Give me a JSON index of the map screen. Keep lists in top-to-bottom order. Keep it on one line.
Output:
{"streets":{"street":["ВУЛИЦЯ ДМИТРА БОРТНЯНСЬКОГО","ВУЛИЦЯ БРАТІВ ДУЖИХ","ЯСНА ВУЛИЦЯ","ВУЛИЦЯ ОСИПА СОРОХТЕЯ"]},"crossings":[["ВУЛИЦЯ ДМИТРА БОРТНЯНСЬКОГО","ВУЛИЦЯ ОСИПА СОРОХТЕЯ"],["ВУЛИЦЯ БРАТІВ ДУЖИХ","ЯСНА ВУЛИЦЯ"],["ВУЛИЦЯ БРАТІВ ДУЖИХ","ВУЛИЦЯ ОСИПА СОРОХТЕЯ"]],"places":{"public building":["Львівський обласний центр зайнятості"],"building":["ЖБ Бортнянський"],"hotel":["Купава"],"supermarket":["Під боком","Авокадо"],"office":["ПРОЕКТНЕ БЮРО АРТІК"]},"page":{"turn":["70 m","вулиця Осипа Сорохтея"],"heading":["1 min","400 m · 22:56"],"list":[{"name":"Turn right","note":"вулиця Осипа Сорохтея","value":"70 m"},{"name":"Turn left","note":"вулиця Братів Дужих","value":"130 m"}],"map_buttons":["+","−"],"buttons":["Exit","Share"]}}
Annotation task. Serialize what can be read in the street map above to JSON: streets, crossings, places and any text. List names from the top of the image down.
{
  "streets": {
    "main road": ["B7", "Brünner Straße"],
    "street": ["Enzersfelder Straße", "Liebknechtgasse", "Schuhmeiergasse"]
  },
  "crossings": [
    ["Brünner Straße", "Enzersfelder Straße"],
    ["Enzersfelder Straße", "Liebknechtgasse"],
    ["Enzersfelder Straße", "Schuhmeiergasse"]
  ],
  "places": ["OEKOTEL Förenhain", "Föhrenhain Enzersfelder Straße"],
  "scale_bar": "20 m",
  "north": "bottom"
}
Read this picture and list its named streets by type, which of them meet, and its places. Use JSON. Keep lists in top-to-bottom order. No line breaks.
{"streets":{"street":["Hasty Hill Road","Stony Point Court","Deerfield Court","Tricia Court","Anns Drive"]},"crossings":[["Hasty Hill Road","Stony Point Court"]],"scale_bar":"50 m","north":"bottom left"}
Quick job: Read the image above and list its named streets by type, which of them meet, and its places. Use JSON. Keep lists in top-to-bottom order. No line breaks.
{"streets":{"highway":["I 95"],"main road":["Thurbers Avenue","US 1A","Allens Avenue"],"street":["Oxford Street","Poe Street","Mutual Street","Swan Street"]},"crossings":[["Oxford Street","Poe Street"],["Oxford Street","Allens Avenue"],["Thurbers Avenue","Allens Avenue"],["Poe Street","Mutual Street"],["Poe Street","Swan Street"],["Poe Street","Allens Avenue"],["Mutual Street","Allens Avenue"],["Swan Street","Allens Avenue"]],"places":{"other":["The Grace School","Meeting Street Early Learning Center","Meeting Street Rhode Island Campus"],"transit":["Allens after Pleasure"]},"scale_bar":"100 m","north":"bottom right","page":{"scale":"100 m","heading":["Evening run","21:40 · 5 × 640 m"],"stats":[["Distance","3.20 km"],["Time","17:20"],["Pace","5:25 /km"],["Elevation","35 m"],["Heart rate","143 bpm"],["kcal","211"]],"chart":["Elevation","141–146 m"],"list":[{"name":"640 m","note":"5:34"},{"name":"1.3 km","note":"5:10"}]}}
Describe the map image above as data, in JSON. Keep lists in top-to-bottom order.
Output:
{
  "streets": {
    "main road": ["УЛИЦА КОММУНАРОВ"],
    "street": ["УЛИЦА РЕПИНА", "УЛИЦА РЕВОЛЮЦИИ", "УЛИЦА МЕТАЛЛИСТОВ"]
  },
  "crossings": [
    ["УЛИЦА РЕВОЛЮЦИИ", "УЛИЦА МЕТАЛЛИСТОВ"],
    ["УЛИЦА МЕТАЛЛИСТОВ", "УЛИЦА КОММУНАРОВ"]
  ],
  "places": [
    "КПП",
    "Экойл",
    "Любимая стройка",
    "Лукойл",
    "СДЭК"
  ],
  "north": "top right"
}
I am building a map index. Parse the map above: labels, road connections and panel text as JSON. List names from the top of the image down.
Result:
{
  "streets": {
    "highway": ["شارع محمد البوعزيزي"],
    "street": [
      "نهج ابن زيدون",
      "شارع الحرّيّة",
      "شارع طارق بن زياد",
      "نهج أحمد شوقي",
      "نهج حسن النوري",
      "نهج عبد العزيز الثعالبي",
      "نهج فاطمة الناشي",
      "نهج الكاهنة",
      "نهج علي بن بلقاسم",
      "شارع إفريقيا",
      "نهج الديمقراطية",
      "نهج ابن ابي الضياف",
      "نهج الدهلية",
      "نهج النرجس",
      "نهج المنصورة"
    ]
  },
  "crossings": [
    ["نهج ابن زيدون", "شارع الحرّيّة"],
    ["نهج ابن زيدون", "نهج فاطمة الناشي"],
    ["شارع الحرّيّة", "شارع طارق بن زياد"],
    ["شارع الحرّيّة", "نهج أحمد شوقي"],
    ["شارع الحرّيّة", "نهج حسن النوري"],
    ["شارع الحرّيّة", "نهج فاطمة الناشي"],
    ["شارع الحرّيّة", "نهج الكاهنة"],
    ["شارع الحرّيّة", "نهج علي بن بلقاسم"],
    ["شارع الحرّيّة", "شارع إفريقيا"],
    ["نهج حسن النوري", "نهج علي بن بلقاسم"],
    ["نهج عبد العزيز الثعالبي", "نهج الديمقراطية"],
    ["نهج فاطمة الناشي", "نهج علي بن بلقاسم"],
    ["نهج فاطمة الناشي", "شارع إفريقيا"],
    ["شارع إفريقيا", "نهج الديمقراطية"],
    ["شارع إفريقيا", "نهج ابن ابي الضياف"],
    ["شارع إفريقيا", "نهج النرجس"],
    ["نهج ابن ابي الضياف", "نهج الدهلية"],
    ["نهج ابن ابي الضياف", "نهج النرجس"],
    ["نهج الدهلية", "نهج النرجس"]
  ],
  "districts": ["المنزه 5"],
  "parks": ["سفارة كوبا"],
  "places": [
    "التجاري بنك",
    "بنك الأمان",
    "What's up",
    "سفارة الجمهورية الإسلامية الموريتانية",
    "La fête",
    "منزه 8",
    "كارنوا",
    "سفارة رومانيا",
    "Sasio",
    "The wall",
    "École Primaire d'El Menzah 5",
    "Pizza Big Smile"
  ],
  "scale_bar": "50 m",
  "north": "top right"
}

* INSTRUCTIONS FOR THE TASK
In the entries above, find each line with the word "names" and copy it.

* TASK ANSWER
Annotation task. Serialize what can be read in the street map above to JSON: streets, crossings, places and any text. List names from the top of the image down.
I am building a map index. Parse the map above: labels, road connections and panel text as JSON. List names from the top of the image down.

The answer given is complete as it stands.